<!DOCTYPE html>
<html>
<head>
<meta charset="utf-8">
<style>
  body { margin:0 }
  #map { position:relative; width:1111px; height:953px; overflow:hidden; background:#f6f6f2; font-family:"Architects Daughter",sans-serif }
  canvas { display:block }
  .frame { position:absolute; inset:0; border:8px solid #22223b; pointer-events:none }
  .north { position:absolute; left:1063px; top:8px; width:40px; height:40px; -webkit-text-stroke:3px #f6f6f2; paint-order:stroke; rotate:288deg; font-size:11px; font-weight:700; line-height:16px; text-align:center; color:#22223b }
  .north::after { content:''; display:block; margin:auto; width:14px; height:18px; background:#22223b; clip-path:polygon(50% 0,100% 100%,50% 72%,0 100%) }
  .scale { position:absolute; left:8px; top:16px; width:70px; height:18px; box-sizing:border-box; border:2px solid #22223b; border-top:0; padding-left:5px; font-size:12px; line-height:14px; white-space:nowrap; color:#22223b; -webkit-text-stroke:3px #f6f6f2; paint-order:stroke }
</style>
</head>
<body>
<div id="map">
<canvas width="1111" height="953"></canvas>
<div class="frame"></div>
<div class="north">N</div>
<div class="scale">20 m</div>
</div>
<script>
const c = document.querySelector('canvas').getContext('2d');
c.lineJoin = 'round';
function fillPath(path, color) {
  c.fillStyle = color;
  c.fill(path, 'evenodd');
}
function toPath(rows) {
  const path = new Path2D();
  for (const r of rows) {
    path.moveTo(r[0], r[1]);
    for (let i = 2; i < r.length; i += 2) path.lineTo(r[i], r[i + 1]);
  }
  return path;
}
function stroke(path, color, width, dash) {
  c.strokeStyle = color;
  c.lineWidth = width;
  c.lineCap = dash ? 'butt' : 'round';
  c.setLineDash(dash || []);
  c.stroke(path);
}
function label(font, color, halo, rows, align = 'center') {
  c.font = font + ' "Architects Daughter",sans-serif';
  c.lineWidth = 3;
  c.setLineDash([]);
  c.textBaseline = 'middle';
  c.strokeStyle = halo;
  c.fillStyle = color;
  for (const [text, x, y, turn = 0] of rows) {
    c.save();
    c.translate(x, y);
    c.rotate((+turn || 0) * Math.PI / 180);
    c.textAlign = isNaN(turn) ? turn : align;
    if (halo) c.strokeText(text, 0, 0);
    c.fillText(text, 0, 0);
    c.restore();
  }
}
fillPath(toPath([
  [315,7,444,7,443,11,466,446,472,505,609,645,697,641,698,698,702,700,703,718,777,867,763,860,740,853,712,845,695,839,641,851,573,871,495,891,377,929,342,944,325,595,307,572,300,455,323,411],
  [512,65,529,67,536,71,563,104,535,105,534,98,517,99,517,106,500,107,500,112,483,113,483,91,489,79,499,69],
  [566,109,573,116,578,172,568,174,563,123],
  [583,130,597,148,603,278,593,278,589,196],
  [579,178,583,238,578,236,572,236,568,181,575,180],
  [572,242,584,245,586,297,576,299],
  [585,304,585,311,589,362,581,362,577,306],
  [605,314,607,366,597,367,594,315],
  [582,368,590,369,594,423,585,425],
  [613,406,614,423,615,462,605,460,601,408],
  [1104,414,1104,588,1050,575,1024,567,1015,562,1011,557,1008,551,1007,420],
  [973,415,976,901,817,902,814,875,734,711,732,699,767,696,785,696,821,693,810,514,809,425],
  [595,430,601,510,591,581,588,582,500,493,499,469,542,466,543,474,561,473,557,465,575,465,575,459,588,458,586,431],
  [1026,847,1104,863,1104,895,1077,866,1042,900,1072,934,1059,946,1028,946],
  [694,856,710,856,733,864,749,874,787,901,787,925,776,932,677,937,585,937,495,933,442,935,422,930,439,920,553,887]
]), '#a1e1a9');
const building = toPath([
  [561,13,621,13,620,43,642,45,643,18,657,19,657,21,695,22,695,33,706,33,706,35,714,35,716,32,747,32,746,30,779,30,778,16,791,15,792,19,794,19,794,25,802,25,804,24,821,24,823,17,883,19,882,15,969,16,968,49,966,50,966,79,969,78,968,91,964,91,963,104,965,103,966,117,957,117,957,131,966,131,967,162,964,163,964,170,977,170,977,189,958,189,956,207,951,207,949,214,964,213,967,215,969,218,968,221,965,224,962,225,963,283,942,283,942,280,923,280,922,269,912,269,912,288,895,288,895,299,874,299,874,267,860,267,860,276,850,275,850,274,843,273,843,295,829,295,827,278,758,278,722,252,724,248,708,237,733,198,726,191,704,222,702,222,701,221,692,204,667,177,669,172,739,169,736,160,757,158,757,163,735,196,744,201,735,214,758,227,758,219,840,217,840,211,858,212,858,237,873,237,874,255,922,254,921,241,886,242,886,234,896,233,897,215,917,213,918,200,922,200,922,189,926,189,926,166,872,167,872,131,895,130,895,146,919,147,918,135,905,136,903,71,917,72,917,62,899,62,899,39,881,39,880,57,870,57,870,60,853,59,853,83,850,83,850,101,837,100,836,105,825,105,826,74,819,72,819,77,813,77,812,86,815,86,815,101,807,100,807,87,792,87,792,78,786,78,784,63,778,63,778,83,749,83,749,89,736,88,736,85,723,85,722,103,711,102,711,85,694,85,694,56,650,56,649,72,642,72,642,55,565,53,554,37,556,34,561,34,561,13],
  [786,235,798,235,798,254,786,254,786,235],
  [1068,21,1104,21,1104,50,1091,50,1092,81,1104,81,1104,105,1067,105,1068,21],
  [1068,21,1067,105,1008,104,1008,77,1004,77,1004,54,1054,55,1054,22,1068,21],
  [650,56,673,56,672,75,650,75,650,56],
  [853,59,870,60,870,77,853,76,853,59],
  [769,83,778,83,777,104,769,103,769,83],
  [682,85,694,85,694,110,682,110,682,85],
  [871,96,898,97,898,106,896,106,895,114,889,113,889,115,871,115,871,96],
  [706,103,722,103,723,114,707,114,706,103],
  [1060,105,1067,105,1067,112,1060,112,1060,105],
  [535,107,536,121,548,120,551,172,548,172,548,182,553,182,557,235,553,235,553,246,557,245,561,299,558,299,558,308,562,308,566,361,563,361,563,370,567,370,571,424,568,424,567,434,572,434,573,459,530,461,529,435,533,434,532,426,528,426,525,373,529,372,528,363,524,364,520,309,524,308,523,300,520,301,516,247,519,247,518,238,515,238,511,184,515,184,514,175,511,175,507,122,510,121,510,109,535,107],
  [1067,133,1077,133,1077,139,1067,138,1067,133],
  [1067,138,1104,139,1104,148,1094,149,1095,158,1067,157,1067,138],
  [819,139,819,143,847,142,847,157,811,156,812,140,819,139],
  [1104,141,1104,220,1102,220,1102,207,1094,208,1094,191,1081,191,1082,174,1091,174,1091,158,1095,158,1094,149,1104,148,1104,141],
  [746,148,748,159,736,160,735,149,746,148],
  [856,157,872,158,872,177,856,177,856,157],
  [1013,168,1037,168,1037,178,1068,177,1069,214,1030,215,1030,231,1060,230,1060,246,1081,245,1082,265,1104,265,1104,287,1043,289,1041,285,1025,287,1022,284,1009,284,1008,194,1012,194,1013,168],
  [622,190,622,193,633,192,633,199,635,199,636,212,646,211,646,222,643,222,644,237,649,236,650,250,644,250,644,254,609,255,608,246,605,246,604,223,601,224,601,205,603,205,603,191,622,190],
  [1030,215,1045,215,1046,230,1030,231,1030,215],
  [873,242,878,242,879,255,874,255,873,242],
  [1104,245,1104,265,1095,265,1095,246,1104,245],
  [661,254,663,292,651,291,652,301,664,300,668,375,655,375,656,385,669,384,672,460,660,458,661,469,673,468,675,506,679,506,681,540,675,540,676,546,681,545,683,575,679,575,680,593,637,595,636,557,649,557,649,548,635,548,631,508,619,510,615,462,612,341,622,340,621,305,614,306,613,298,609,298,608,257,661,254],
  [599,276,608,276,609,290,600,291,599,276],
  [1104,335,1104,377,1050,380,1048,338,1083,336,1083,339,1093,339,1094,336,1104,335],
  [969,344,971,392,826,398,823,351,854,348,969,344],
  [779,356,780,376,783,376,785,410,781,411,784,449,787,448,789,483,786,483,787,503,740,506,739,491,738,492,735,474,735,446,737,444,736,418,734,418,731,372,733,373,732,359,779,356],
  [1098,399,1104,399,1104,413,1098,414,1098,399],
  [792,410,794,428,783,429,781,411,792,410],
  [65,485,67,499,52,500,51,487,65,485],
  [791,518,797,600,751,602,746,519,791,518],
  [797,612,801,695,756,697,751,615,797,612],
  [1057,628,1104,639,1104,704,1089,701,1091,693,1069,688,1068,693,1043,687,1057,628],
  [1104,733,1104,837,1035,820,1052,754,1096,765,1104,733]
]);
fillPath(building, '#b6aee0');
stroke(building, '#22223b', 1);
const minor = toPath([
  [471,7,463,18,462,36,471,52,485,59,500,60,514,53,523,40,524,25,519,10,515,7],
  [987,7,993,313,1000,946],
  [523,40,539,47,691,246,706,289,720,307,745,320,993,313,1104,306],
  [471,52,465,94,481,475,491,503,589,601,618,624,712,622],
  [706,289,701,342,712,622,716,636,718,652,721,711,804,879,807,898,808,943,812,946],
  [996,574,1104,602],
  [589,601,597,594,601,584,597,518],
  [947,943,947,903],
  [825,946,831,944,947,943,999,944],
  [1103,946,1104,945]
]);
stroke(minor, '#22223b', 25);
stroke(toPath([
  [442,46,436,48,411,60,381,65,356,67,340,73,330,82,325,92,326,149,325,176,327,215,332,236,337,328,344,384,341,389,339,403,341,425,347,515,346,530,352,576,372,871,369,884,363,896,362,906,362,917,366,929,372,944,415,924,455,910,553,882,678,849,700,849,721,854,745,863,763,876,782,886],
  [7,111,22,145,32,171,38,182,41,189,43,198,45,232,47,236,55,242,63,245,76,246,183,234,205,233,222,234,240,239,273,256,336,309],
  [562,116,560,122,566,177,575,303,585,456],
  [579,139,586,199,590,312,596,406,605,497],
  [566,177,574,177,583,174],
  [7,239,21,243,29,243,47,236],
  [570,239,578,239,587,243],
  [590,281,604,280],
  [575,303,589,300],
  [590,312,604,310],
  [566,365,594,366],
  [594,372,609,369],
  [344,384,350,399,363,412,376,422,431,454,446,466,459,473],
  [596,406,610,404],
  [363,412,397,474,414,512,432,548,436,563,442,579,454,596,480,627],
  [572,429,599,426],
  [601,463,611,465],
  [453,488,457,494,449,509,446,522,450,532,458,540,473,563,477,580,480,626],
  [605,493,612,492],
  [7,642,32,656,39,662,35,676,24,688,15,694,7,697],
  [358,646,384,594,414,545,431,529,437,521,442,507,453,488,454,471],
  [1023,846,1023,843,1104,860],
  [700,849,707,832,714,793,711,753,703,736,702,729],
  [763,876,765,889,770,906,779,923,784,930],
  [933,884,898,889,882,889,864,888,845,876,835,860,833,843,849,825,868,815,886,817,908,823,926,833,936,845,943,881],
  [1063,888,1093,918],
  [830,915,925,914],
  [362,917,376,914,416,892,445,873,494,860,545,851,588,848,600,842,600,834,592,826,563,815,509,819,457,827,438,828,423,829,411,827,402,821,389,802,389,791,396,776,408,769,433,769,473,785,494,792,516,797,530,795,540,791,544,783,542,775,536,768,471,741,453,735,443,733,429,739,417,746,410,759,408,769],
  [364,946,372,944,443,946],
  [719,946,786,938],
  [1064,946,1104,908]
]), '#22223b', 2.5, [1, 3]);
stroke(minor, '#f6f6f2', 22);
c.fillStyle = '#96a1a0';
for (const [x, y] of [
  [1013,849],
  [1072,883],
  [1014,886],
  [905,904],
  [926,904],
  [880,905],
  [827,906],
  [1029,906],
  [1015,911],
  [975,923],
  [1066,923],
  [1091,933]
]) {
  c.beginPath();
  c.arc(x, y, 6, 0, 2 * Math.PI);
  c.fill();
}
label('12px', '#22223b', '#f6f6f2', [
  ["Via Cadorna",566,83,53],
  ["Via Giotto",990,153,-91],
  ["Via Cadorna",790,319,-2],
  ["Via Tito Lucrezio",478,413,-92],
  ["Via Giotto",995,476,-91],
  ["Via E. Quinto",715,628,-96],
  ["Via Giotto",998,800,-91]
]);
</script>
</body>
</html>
★ ★ ★ ★ ★ ★ ★
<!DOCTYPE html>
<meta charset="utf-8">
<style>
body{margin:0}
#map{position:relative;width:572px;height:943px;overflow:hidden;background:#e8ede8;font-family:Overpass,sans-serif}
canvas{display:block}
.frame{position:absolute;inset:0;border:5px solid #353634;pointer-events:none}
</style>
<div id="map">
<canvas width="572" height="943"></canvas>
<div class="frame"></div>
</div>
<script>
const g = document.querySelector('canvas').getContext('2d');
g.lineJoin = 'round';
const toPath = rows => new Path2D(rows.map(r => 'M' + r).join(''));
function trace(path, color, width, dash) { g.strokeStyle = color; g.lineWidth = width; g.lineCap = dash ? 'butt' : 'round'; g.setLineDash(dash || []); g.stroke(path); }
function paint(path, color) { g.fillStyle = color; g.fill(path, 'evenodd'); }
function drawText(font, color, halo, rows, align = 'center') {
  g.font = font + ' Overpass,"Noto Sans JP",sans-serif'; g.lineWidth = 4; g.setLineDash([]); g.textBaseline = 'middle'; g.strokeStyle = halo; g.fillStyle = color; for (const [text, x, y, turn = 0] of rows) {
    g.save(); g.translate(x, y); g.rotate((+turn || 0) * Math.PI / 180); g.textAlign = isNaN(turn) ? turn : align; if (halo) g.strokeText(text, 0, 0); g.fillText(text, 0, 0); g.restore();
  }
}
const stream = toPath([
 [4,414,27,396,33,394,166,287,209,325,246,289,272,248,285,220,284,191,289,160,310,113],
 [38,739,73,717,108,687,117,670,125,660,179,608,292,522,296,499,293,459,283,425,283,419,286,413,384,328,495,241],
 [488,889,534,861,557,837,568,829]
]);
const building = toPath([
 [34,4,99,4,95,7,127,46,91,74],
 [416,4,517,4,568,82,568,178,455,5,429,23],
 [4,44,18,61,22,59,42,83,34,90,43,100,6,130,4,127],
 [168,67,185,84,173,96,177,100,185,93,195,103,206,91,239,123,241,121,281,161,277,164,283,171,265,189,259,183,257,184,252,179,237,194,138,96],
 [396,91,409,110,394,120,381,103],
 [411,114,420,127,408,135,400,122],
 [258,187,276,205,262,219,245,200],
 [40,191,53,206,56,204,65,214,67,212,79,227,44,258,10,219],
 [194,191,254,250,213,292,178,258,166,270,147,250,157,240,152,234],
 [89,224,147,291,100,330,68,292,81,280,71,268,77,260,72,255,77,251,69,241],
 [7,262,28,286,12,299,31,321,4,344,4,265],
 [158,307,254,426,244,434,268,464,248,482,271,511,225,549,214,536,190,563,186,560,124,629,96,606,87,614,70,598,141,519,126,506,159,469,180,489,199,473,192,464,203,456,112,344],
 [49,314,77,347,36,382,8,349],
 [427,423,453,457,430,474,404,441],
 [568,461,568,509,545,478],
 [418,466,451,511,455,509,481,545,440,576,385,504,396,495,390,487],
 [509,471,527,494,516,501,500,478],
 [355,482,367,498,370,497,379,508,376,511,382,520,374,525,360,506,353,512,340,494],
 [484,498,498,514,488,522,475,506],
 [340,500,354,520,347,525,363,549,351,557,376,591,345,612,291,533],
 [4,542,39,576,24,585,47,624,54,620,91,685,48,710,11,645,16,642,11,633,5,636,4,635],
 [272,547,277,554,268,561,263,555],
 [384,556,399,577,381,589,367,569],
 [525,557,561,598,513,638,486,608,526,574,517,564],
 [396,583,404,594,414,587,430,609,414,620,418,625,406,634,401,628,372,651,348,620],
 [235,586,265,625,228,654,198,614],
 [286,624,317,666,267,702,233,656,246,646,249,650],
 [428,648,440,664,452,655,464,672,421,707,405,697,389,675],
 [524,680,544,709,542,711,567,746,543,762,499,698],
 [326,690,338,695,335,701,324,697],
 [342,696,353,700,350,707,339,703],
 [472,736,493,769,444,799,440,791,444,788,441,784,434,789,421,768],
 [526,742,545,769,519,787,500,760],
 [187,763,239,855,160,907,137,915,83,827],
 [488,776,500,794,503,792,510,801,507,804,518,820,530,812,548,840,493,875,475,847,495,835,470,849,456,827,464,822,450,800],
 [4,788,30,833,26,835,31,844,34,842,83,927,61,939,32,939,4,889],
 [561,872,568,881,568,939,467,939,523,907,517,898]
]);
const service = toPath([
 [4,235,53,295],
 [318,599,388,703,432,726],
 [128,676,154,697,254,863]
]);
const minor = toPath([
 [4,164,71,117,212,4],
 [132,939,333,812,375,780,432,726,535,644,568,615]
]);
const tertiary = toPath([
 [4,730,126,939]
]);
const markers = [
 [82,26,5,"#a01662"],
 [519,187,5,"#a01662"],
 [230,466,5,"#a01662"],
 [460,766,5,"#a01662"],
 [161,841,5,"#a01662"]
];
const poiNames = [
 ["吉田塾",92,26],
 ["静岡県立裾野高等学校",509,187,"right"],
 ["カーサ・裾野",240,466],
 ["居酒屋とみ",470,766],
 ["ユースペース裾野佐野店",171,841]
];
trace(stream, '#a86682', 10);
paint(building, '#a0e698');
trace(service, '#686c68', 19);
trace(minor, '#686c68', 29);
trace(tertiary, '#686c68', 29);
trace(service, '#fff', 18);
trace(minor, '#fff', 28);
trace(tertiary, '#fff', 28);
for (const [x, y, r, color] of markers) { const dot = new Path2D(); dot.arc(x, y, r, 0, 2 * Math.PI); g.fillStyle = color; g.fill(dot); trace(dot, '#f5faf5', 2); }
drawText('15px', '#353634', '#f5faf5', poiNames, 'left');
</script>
★ ★ ★ ★ ★ ★ ★
_About this task:_ Across the material, how many lines contain the word "function"? Only the number is wanted.

_The completed task:_ 7